---- Provided information
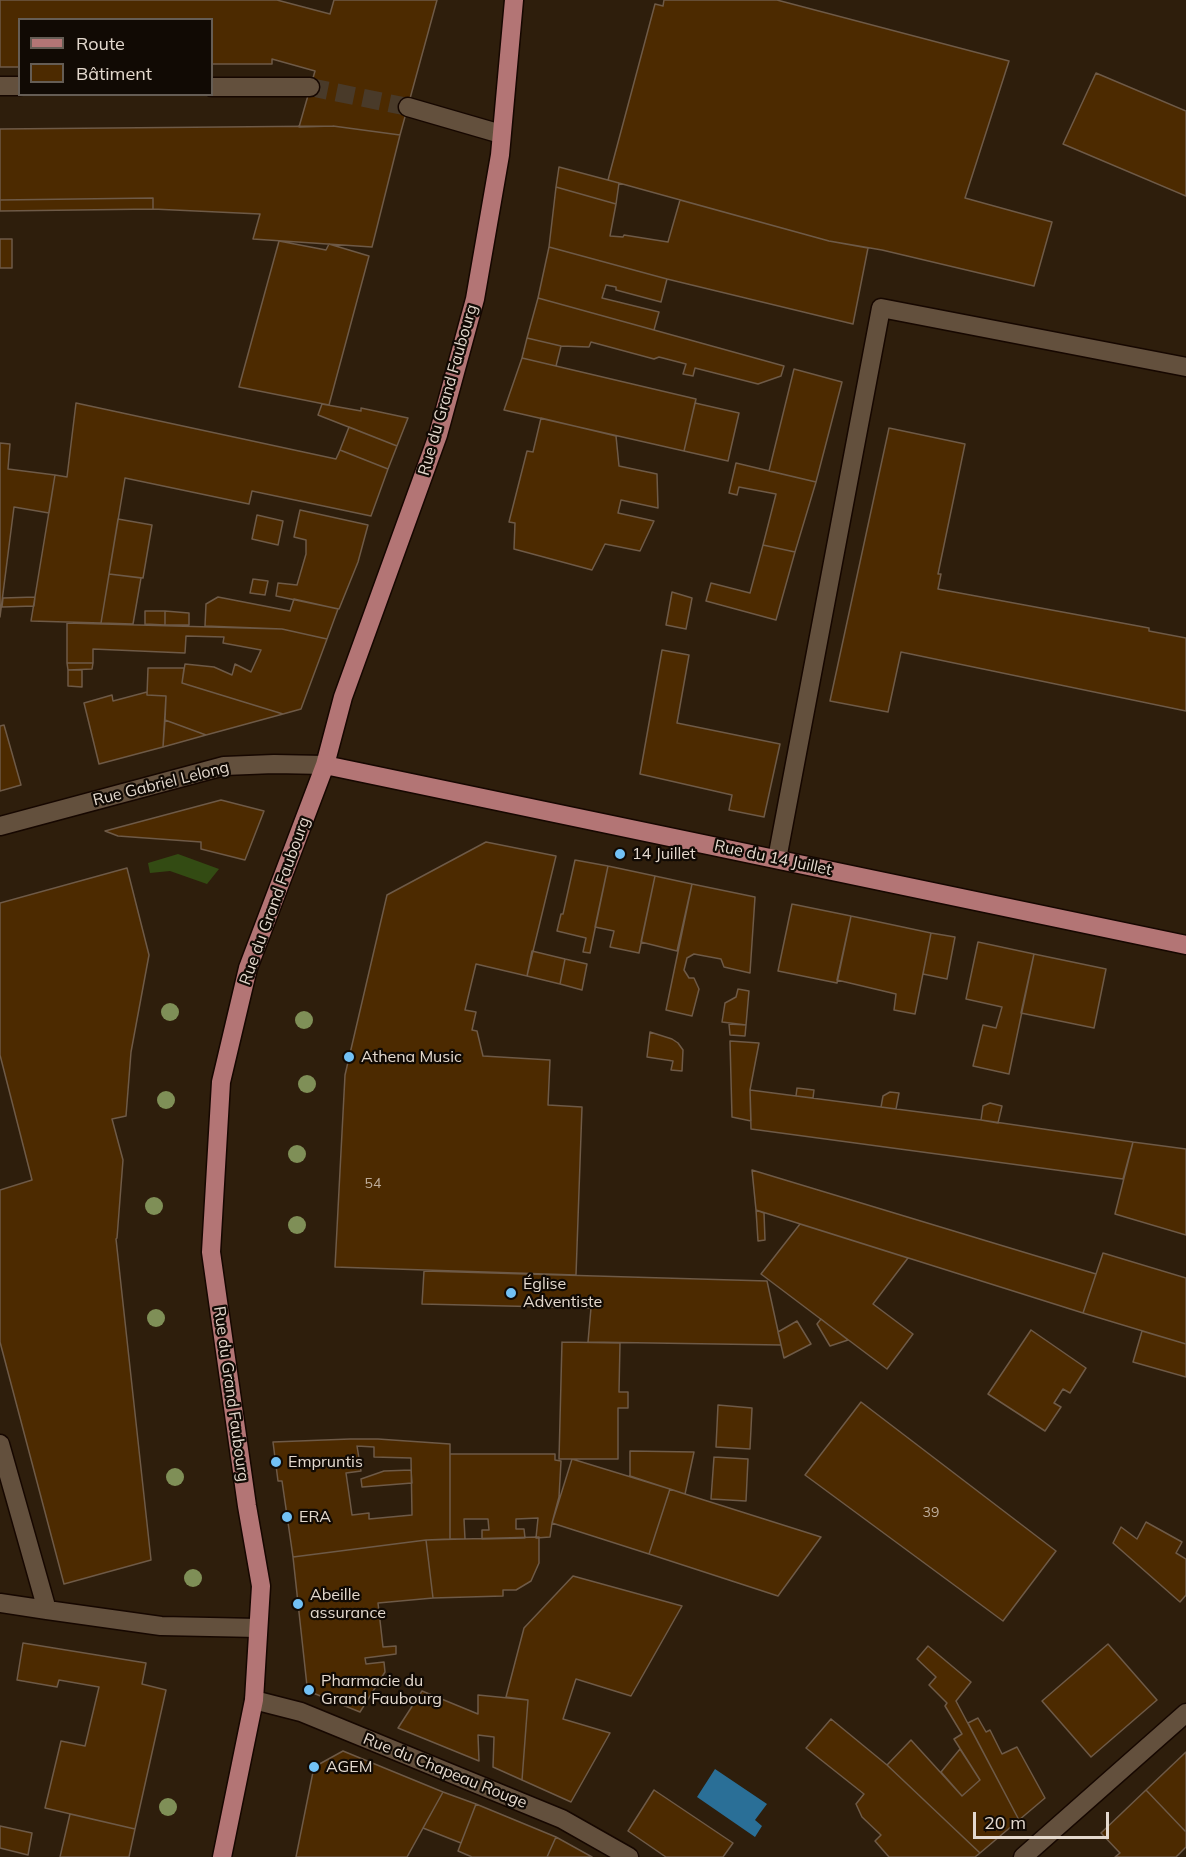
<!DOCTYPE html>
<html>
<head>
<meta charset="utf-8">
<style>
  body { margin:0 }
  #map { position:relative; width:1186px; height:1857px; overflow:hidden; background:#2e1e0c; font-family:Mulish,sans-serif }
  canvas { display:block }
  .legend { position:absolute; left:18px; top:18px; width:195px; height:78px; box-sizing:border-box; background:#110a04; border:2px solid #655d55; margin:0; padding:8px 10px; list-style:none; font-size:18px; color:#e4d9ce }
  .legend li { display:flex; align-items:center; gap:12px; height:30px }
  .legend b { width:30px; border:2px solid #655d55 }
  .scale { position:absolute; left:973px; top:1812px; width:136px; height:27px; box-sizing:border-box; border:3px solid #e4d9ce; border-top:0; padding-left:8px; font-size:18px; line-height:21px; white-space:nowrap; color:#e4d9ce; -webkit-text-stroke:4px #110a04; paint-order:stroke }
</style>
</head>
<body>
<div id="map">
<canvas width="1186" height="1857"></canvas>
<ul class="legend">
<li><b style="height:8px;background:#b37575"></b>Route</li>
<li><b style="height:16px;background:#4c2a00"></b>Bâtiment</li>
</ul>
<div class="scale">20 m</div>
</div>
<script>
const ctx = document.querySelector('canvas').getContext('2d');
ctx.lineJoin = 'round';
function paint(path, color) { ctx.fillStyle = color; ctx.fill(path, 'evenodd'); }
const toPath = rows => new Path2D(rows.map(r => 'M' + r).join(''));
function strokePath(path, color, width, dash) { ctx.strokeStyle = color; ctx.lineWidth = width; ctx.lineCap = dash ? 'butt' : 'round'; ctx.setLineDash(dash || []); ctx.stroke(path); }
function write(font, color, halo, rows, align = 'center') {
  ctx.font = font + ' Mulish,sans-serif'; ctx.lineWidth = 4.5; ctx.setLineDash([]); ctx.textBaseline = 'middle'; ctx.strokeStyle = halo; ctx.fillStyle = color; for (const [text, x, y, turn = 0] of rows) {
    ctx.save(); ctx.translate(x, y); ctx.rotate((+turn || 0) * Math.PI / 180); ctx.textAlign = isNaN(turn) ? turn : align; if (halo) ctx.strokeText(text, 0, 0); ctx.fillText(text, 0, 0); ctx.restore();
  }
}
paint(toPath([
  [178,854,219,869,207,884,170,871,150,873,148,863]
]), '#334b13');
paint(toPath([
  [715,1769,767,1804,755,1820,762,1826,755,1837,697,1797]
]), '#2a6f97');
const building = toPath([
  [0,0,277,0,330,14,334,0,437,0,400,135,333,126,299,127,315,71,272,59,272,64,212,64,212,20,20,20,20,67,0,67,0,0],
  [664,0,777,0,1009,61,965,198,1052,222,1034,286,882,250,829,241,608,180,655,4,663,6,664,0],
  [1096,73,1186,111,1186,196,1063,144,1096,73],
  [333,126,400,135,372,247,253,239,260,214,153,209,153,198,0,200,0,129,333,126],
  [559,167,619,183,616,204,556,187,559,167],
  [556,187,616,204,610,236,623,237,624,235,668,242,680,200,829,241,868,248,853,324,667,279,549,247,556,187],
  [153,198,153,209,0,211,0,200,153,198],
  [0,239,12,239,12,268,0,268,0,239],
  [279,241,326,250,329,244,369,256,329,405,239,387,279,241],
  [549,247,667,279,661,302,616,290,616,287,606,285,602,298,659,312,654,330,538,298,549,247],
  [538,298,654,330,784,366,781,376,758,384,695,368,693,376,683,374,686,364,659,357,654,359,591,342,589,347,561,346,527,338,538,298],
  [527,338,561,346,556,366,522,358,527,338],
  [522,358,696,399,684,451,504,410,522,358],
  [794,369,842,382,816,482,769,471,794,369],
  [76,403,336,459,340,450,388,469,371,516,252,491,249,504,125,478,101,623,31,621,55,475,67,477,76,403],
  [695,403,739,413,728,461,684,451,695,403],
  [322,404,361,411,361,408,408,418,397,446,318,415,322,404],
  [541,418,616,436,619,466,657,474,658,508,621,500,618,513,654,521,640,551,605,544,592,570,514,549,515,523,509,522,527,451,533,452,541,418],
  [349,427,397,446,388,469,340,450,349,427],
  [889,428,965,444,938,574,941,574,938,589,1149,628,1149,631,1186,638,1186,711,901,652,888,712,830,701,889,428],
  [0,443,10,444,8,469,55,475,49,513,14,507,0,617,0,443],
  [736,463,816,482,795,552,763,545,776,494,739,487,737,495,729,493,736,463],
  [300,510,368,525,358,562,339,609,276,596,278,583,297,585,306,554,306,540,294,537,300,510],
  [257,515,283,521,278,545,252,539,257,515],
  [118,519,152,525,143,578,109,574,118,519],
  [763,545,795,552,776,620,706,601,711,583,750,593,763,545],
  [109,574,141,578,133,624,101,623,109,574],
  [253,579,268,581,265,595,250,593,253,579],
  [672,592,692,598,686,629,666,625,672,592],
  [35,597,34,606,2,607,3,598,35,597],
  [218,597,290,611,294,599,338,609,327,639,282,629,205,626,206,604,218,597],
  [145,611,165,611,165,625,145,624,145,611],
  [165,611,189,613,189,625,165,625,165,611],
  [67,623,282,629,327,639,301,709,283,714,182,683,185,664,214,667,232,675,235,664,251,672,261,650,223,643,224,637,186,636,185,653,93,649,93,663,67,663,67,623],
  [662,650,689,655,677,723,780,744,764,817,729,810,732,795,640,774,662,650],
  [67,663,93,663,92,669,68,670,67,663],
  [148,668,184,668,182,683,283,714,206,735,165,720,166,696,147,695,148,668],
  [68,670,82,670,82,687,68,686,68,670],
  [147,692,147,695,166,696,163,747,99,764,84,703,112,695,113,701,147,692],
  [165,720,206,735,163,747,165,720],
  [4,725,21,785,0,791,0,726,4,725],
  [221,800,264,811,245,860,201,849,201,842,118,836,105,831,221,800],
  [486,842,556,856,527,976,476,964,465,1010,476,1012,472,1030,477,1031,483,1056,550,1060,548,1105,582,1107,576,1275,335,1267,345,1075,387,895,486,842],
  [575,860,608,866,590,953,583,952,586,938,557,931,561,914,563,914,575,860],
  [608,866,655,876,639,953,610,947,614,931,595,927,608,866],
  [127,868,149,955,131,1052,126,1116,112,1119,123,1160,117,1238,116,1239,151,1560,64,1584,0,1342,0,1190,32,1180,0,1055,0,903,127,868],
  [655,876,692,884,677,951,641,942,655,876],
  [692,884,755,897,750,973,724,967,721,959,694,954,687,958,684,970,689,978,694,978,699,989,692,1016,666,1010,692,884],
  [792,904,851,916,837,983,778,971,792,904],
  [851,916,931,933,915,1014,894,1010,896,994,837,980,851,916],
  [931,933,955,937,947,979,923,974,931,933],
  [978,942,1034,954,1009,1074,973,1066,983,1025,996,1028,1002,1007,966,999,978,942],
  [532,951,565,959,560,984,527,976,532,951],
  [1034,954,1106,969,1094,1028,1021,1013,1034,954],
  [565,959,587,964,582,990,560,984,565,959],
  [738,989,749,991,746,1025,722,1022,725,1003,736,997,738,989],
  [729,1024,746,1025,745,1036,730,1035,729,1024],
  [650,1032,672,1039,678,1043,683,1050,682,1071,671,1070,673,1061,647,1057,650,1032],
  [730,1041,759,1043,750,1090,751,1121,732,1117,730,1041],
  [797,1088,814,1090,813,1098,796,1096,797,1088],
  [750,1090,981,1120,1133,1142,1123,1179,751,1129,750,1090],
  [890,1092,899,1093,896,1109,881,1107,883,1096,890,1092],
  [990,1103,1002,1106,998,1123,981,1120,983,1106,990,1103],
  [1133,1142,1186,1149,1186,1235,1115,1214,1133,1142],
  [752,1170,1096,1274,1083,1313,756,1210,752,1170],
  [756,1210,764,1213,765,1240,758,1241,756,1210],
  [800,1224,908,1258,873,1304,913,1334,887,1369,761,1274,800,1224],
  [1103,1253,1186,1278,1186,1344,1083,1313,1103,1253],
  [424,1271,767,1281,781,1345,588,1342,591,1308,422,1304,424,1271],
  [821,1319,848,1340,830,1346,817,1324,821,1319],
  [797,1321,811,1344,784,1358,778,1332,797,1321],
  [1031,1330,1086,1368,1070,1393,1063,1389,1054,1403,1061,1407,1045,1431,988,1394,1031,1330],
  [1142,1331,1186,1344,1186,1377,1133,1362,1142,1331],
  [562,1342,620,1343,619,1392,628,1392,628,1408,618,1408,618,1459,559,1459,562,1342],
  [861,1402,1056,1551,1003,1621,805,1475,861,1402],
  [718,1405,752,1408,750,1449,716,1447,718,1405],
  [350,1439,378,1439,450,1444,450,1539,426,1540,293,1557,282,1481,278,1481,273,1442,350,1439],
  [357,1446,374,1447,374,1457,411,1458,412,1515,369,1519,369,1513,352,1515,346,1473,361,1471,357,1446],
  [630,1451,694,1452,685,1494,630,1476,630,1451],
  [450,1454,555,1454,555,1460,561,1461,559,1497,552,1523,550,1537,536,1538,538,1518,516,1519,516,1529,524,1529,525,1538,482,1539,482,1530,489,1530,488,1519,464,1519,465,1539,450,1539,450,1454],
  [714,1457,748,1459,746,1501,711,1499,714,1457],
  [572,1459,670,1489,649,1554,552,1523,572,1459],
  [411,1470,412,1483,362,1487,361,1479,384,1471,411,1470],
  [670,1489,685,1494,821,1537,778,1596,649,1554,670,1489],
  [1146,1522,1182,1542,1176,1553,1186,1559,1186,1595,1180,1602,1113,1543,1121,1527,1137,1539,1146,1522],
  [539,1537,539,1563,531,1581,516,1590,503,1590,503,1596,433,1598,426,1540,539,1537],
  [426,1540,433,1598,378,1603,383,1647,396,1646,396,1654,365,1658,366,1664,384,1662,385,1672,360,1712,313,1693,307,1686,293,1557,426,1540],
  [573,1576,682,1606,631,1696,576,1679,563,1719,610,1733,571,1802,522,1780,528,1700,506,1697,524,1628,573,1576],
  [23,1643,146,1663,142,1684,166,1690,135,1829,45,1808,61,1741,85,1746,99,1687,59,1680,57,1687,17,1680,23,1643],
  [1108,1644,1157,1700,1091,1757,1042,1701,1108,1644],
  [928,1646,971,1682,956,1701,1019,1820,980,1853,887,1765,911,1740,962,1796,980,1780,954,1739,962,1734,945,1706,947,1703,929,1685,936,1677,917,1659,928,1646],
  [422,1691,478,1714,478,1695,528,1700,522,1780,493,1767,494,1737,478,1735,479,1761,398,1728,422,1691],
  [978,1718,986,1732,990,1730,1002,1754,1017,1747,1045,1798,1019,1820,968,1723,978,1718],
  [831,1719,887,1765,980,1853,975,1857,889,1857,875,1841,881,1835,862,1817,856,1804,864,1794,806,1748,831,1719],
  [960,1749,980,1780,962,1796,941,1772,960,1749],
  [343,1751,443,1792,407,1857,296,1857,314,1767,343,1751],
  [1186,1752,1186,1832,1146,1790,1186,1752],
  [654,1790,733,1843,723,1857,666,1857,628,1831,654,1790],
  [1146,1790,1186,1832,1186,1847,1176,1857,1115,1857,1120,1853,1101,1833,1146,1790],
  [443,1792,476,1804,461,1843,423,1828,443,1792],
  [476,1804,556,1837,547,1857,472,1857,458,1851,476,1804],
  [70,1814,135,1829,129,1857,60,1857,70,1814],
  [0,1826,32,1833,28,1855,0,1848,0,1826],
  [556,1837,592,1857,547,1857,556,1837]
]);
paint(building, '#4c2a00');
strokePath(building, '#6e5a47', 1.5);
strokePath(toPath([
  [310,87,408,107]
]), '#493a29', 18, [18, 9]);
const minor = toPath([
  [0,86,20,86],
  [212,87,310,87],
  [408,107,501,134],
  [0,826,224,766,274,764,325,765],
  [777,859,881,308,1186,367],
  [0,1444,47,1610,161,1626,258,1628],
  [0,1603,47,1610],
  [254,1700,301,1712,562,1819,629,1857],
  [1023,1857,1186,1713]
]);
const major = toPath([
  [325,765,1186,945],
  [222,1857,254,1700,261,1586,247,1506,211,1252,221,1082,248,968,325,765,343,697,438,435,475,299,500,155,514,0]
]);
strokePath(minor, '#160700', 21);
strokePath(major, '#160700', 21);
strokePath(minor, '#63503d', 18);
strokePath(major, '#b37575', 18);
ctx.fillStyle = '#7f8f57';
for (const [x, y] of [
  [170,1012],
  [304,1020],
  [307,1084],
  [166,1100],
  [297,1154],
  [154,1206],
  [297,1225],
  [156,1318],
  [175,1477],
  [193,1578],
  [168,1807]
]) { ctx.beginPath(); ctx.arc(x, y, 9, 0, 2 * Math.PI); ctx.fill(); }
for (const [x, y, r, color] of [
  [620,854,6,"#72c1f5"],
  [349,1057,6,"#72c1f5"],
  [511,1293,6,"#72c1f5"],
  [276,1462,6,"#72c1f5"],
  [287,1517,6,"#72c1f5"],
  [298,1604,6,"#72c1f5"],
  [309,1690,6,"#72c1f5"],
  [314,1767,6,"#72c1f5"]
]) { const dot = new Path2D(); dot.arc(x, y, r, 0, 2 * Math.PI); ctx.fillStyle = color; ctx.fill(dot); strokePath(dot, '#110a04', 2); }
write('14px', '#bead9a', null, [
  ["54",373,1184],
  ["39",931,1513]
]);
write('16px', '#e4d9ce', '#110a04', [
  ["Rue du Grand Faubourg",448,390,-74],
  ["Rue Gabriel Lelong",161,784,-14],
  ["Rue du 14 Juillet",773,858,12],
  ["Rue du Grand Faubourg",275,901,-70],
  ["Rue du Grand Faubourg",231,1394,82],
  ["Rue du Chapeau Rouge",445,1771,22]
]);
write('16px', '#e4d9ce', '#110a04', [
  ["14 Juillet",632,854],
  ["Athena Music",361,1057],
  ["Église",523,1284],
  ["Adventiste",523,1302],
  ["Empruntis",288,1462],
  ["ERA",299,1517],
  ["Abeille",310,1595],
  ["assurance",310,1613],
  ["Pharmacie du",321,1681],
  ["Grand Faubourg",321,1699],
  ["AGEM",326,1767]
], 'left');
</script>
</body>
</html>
--------
---- Provided information
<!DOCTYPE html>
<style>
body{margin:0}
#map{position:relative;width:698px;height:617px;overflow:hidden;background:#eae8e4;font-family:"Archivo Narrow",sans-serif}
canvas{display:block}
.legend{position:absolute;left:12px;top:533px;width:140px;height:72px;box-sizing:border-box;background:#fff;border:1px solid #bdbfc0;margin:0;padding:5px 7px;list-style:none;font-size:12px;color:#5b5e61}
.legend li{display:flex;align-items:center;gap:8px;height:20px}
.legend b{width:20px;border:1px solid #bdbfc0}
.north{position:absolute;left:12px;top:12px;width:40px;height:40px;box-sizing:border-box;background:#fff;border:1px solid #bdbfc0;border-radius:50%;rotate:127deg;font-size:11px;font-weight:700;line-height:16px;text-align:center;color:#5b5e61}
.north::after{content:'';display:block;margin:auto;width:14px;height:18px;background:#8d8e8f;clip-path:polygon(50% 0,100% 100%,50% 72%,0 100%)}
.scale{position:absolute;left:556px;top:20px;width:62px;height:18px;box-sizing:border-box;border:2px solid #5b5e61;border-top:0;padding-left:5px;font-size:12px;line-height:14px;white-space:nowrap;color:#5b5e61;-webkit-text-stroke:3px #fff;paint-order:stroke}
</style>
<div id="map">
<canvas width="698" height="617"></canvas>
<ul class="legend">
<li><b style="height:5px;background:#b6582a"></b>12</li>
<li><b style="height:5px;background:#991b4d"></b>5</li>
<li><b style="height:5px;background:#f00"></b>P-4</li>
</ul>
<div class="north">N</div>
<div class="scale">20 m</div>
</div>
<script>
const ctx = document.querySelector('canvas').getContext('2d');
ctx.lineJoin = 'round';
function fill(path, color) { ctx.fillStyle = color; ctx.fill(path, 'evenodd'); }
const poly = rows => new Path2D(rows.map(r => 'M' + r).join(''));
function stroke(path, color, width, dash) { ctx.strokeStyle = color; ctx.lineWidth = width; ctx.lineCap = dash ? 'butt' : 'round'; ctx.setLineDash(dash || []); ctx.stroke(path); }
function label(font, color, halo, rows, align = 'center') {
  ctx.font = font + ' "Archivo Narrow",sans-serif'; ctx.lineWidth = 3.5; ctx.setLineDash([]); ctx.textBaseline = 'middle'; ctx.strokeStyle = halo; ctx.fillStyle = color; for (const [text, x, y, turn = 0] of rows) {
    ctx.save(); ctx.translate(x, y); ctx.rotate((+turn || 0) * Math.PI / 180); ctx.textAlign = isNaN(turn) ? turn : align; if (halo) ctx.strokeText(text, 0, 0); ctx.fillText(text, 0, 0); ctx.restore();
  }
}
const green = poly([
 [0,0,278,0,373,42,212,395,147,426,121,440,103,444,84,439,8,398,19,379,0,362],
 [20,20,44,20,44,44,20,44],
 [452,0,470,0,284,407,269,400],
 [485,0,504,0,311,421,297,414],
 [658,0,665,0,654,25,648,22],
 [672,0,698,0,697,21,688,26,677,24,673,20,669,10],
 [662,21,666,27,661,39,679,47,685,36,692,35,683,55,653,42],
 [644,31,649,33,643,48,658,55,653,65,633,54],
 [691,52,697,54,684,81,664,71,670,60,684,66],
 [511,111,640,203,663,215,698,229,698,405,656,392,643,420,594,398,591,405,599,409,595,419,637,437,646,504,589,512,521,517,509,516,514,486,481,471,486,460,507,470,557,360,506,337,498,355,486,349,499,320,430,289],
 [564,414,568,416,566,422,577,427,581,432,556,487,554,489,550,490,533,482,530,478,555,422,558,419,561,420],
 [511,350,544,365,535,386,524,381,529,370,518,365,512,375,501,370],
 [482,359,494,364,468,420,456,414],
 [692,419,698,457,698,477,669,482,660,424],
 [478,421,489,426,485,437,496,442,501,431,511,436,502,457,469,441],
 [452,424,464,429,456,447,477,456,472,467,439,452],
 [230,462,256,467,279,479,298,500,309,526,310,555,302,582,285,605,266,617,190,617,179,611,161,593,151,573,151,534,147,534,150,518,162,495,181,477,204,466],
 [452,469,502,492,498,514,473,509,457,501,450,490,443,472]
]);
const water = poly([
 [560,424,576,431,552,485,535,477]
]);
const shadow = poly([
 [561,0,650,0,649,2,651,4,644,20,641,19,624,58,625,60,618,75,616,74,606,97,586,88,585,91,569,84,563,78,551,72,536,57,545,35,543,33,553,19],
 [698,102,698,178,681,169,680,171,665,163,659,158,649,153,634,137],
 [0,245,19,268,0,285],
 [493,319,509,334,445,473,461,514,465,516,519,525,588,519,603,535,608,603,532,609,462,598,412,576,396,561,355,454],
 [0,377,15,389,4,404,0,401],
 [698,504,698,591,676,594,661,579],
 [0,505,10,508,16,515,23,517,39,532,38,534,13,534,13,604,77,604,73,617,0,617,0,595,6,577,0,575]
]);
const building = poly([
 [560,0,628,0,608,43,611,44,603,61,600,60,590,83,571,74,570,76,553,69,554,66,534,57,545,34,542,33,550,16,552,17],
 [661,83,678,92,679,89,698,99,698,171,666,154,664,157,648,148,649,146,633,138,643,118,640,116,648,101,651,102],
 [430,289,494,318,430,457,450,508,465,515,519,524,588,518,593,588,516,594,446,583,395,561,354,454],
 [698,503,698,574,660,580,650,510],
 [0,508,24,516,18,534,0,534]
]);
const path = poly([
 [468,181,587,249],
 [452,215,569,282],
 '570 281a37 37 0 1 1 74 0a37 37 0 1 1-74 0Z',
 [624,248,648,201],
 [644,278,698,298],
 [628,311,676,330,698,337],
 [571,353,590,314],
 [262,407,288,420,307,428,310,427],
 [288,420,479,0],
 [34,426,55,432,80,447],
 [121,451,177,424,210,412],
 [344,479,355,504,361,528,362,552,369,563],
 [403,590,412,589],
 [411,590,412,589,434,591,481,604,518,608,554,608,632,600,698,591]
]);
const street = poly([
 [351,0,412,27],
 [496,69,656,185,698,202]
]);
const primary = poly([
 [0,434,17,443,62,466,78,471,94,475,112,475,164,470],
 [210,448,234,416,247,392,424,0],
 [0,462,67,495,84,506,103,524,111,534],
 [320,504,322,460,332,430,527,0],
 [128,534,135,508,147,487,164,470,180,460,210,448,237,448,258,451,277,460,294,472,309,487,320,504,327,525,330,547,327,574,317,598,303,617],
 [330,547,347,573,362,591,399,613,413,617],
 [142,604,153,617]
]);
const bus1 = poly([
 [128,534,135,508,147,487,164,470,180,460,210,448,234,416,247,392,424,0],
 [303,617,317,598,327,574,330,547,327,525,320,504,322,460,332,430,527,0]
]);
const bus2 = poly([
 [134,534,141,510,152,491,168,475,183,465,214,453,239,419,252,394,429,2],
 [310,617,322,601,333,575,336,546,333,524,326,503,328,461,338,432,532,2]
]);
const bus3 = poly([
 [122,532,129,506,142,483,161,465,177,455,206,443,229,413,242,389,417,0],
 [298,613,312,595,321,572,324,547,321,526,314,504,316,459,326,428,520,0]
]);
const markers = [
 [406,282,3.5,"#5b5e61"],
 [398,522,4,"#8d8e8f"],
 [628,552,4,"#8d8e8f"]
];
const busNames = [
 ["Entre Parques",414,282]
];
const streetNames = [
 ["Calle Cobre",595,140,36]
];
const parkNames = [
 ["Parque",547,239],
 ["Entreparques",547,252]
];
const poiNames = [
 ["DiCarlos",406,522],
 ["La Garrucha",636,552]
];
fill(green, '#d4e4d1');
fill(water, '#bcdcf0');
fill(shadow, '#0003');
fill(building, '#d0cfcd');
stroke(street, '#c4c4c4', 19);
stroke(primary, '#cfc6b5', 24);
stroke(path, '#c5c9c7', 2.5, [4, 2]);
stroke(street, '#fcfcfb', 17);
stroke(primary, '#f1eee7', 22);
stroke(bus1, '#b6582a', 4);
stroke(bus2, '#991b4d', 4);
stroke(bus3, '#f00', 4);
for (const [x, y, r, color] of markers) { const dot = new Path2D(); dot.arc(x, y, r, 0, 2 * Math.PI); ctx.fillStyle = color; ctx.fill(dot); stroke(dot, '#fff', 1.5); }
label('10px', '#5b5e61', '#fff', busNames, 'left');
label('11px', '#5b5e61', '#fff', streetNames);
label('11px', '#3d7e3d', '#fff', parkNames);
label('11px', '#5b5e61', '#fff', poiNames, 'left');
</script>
--------
--- Goal of the exercise ---
Copy out each line in the preceding records that contains "flex".

--- Your solution ---
  .legend li { display:flex; align-items:center; gap:12px; height:30px }
.legend li{display:flex;align-items:center;gap:8px;height:20px}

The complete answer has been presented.